If the conflict-of-law analysis and the full faith and credit clause are ultimately resolved in a defendant’s favor, the statute of the DAPT state itself creates further problems and uncertainties, Duggan said. The exceptions to the DAPT statutory protections will render the DAPT useless in many cases since unlike their offshore counterparts, most DAPT statutes have some “uncomfortable” carve-outs.
Depending on the state involved, the DAPT statutes allow for creditors to invade the trust to pay out claims related to certain tort claims, child support, alimony, property division and tax evasion, among others. Since these exceptions may, in the end, serve to “swallow the rule,” many view DAPTs as strong only in name but not in substance.
Variations in the legal standards a court applies when making determinations with respect to a DAPT or Offshore Asset Protection Trust are also of critical importance, according to Duggan. Key differences in the legal standards applied are fraudulent conveyance “lookback,” and fraudulent conveyance burden of proof.
In addition, he said, it is important to note that the OAPT jurisdictions also generally offer several features unavailable in the DAPT jurisdictions:
- The plaintiff must post a bond to file suit (to prevent frivolous lawsuits)
- The loser must pay the victor’s fees
- Contingency fee arrangements are strictly prohibited.

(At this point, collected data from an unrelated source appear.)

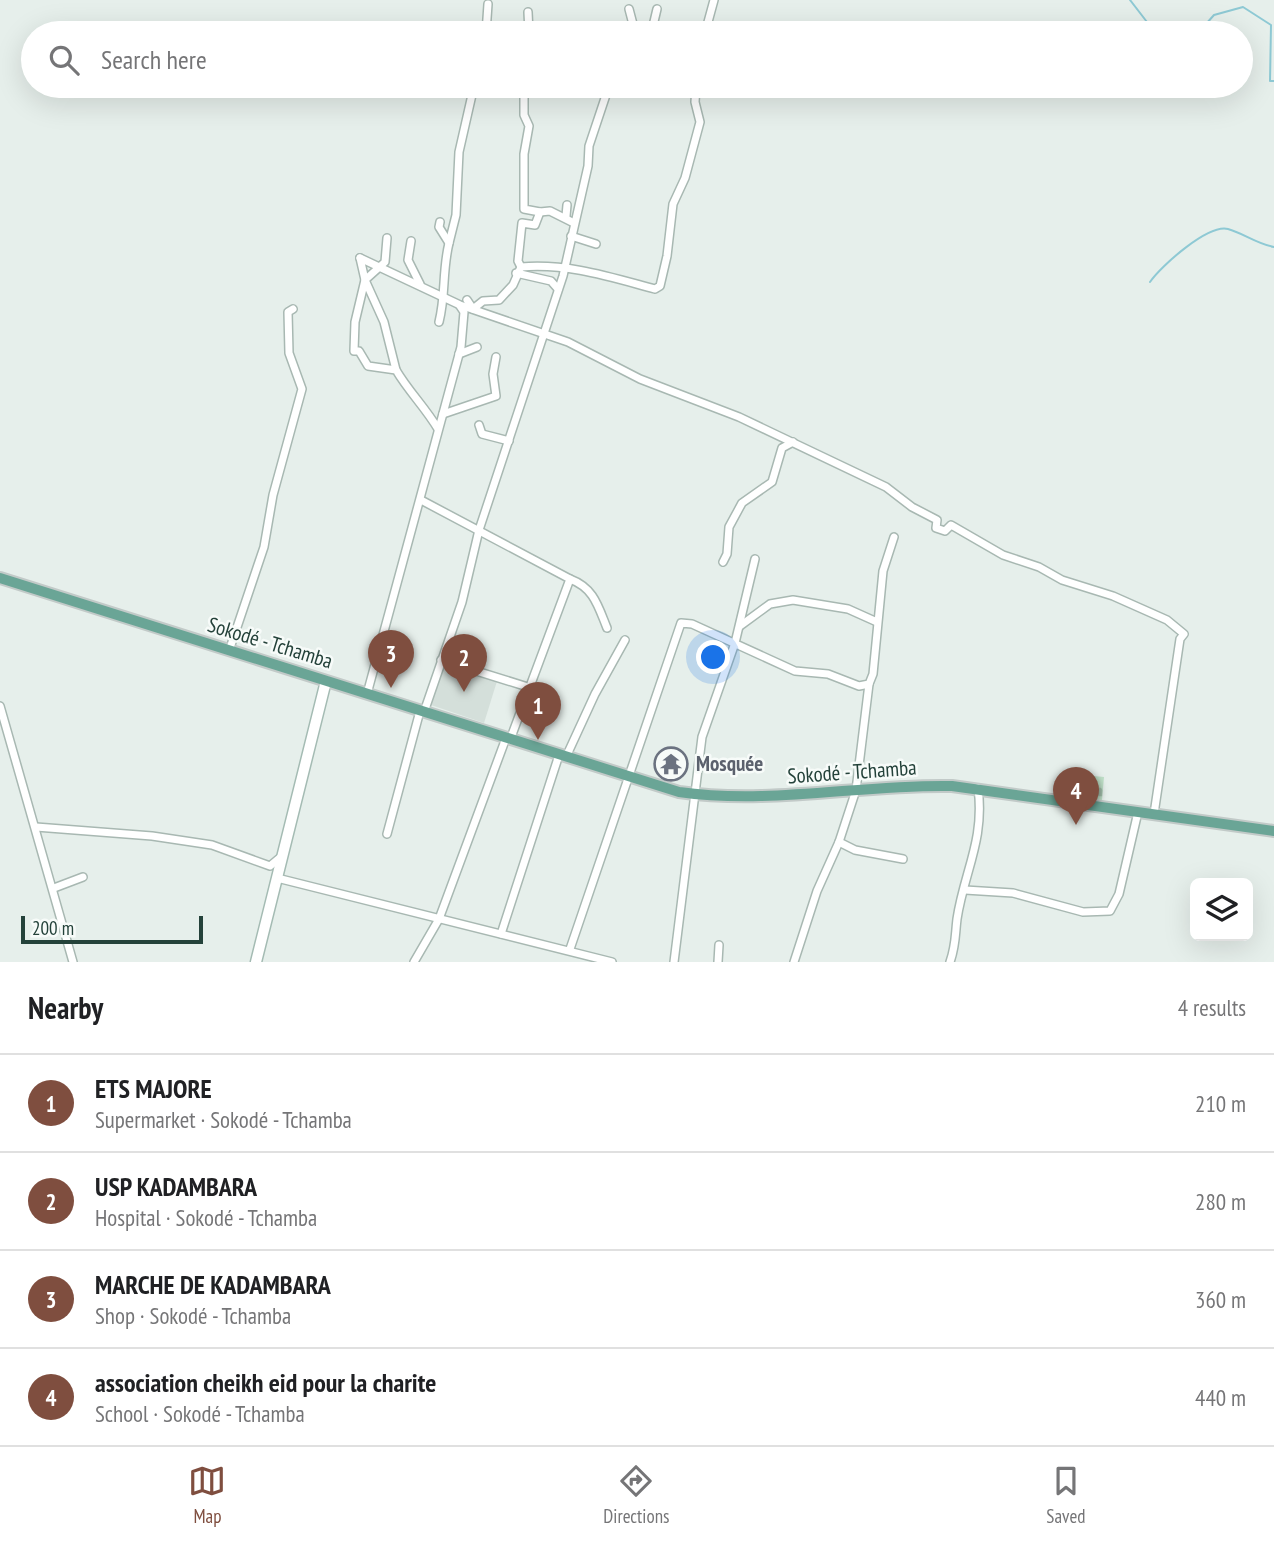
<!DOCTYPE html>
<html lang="en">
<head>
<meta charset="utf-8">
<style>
	:root { --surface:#fff; --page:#f6f6f6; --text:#202124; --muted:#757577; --line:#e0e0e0; --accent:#7f4e3f }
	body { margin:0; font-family:"PT Sans Narrow",sans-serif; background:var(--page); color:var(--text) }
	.controls { position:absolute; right:21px; bottom:21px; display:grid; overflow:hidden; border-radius:10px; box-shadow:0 7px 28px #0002 }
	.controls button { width:63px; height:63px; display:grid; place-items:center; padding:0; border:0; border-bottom:2px solid var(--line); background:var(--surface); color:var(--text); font:35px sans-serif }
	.scale { position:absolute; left:21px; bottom:18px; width:182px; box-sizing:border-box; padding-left:7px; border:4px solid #24423a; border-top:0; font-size:19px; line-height:24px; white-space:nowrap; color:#24423a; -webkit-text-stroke:5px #f7fbf9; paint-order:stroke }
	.you { position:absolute; left:714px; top:658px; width:24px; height:24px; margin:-18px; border:5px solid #fff; border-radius:50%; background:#1a73e8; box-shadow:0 0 0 10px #1a73e833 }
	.badge { display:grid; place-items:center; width:46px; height:46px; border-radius:50%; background:var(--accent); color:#fff; font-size:23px; font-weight:700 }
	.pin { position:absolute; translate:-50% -58px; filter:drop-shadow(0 2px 4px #0008) }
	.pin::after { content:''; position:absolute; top:37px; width:24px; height:21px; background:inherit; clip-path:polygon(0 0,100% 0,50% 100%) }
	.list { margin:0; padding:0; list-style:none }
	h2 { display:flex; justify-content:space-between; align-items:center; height:91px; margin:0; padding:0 28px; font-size:30px }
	h2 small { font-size:23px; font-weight:400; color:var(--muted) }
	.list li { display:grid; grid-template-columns:46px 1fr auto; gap:21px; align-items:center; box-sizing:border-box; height:98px; padding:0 28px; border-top:2px solid var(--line) }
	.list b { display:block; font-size:26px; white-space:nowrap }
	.list p { margin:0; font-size:23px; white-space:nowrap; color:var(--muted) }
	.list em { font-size:23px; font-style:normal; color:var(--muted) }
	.icon { flex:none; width:38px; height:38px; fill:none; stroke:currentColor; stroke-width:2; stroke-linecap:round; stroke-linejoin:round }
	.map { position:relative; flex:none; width:1274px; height:962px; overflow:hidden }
	.search { position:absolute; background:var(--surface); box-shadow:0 7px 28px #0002; left:21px; right:21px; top:21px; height:77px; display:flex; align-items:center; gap:18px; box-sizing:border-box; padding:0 24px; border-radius:38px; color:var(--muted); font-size:26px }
	.sheet { height:483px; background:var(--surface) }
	nav { display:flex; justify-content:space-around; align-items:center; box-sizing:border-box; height:98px; border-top:2px solid var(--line); background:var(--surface); font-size:19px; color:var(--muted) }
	nav a { display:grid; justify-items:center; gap:4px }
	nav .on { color:var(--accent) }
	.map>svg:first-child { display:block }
	.built { fill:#d4dfda }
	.cemetery { fill:url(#cemetery-stones) }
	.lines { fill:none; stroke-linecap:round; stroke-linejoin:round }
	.stream { stroke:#8ec9d4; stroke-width:2 }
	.street-casing { stroke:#a8b8b2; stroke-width:10 }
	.secondary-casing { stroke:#a4bbb3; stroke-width:13 }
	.primary-casing { stroke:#c2cac8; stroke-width:14 }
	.street { stroke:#fff; stroke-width:7 }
	.secondary { stroke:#fff; stroke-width:10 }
	.primary { stroke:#6aa596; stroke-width:10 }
	.labels { text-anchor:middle; stroke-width:5; stroke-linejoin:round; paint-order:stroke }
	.street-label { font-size:21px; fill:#24423a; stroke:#f7fbf9 }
	.worship-label { font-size:21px; font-weight:bold; fill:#5b616d; stroke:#f7fbf9; text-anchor:start }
</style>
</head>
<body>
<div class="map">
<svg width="1274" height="962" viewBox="0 0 1274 962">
	<defs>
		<pattern id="cemetery-stones" width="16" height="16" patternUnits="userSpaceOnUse" patternTransform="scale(1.75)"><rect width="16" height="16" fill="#bfe0c8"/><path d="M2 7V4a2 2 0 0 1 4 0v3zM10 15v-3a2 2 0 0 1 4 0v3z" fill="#a4c1ad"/></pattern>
	</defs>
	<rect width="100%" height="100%" fill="#e6efeb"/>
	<polygon class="built" points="444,663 498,678 484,723 431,705"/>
	<polygon class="cemetery" points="1064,773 1104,777 1102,800 1062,796"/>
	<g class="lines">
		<g class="stream">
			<polyline points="1130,0 1147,22 1165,33"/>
			<polyline points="1198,33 1214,15 1243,7 1271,25 1270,81 1274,81"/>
			<path d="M1150,282c11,-16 58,-58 78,-53 15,4 29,15 46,18"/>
		</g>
		<defs>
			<g id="street">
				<polyline points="629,9 634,28 652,30 651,33"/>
				<polyline points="528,12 529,33"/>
				<polyline points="652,30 657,9"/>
				<polyline points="486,33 488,4"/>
				<polyline points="705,33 714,0"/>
				<polyline points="540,212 550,211 574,223"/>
				<polyline points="566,216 567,205"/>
				<polyline points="571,236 596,244"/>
				<path d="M387,238l-2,24 -20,18 -10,42 -1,29h5l9,15 28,4c13,22 29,37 42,59"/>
				<polyline points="411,241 408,260 420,284"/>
				<polyline points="449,243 456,215 459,152 474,86"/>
				<polyline points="360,258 460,305 568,342 640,379 739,417 886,487 912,507 937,520 936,528 945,531 951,525 1003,555 1039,567 1062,580 1113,596 1167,620 1184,634 1180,639 1154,814"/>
				<polyline points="360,258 365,280 384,322 396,370"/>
				<polyline points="521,267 518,261 522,223 535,225 540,212 524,209 524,154 529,126 524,115 524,86"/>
				<polyline points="516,273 551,281 558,289"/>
				<path d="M467,300l6,9 10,-8 16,-1 14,-15 8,-18c47,-4 89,10 134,22l5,-3 7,-30 6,-52 12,-26 15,-56 -5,-20 1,-16"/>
				<path d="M439,322c7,-28 3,-50 10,-79l-10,-16 1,-5"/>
				<polyline points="459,354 477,347"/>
				<polyline points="443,414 496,396 493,374 496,357"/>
				<polyline points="479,425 482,434 509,441"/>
				<polyline points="421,500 570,579 510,740"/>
				<polyline points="723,562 727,554 729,527 742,503 772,482 782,448 793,442"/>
				<path d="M570,579c24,9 28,27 37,49"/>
				<polyline points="740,626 770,604 793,600 848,609 877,622"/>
				<polyline points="229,651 264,547 273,495 302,389 289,353 288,312 293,309"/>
				<polyline points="441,660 531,688"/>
				<polyline points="367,694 461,347 464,312 460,306"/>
				<polyline points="0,706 73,962"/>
				<polyline points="424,712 462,602 479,530 563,276 588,166 589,146 609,86"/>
				<polyline points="566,757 595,694 625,640"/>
				<polyline points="36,827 152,836 212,845 270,866 282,856"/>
				<polyline points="387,834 420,711"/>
				<polyline points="839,842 855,850 903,859"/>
				<polyline points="277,878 612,962"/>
				<polyline points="54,888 83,877"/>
				<polyline points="965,890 1013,893 1083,912 1110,911 1119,894 1138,812"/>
				<polyline points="501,934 559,755"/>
				<polyline points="570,949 681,623 692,624 795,671 828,674 859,686 869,684 873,674 883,571 894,537"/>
				<polyline points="414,962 439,919 506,738"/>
				<polyline points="674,962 702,737 735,643 755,559"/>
				<polyline points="718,962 719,945"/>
				<polyline points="794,962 817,891 839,842 856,790 869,684"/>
				<path d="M950,962c6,-17 5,-27 7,-43 7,-47 28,-79 21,-131"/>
			</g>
			<polyline id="secondary" points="256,962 326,681"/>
			<path id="primary" d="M0,578l679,214c92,13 182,-8 273,-6l322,45"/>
		</defs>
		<use href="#street" class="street-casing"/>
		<use href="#secondary" class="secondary-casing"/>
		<use href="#primary" class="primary-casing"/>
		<use href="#street" class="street"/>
		<use href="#secondary" class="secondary"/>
		<use href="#primary" class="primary"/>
	</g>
	<defs>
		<symbol id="temple-ring" viewBox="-11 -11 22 22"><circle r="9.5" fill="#f7fbf9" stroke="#6b7280" stroke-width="1.5"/><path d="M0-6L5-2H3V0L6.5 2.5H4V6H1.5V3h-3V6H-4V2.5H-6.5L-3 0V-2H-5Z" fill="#6b7280"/></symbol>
	</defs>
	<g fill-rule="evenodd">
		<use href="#temple-ring" x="652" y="745" width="38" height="38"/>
	</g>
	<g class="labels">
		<g class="street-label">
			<text transform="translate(270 643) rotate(17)" y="7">Sokodé - Tchamba</text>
			<text transform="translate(852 772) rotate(-4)" y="7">Sokodé - Tchamba</text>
		</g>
		<g class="worship-label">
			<text x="696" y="771">Mosquée</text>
		</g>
	</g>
</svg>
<div class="controls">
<button><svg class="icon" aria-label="layers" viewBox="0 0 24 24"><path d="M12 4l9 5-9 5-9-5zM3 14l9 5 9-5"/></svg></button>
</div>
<div class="scale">200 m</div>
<div class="you"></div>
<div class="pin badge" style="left:538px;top:740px">1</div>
<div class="pin badge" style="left:464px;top:692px">2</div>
<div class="pin badge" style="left:391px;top:688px">3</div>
<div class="pin badge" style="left:1076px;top:825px">4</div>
<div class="search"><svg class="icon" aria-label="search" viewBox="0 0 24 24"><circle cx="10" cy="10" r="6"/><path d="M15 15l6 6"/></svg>Search here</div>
</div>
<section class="sheet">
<h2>Nearby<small>4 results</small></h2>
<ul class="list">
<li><span class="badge">1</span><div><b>ETS MAJORE</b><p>Supermarket · Sokodé - Tchamba</p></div><em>210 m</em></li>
<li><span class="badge">2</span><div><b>USP KADAMBARA</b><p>Hospital · Sokodé - Tchamba</p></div><em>280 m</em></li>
<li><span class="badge">3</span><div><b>MARCHE DE KADAMBARA</b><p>Shop · Sokodé - Tchamba</p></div><em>360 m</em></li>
<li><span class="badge">4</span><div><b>association cheikh eid pour la charite</b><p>School · Sokodé - Tchamba</p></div><em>440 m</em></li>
</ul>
</section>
<nav>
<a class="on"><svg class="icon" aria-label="map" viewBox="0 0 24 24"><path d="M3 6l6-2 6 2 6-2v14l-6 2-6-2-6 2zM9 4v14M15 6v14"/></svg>Map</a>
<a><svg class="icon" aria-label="directions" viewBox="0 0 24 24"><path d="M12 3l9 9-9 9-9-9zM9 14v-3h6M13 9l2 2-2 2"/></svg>Directions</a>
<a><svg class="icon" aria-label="saved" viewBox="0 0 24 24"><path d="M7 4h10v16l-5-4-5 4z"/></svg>Saved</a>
</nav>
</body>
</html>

Duggan said that perhaps the greatest deficiency of DAPTs is that they are necessarily governed by U.S. law. The DAPT fails to achieve the jurisdictional separation required to fully protect the asset from the caprices of the U.S. court system, and as long as the DAPT is governed by U.S. laws, it will have vulnerabilities that are simply not present offshore. It is perhaps this certainty of U.S. governance that creates the greatest uncertainty in the end.
“For those who can embrace a more global planning structure, the Offshore Asset Protection Trust remains the stronger of the two options,” he said.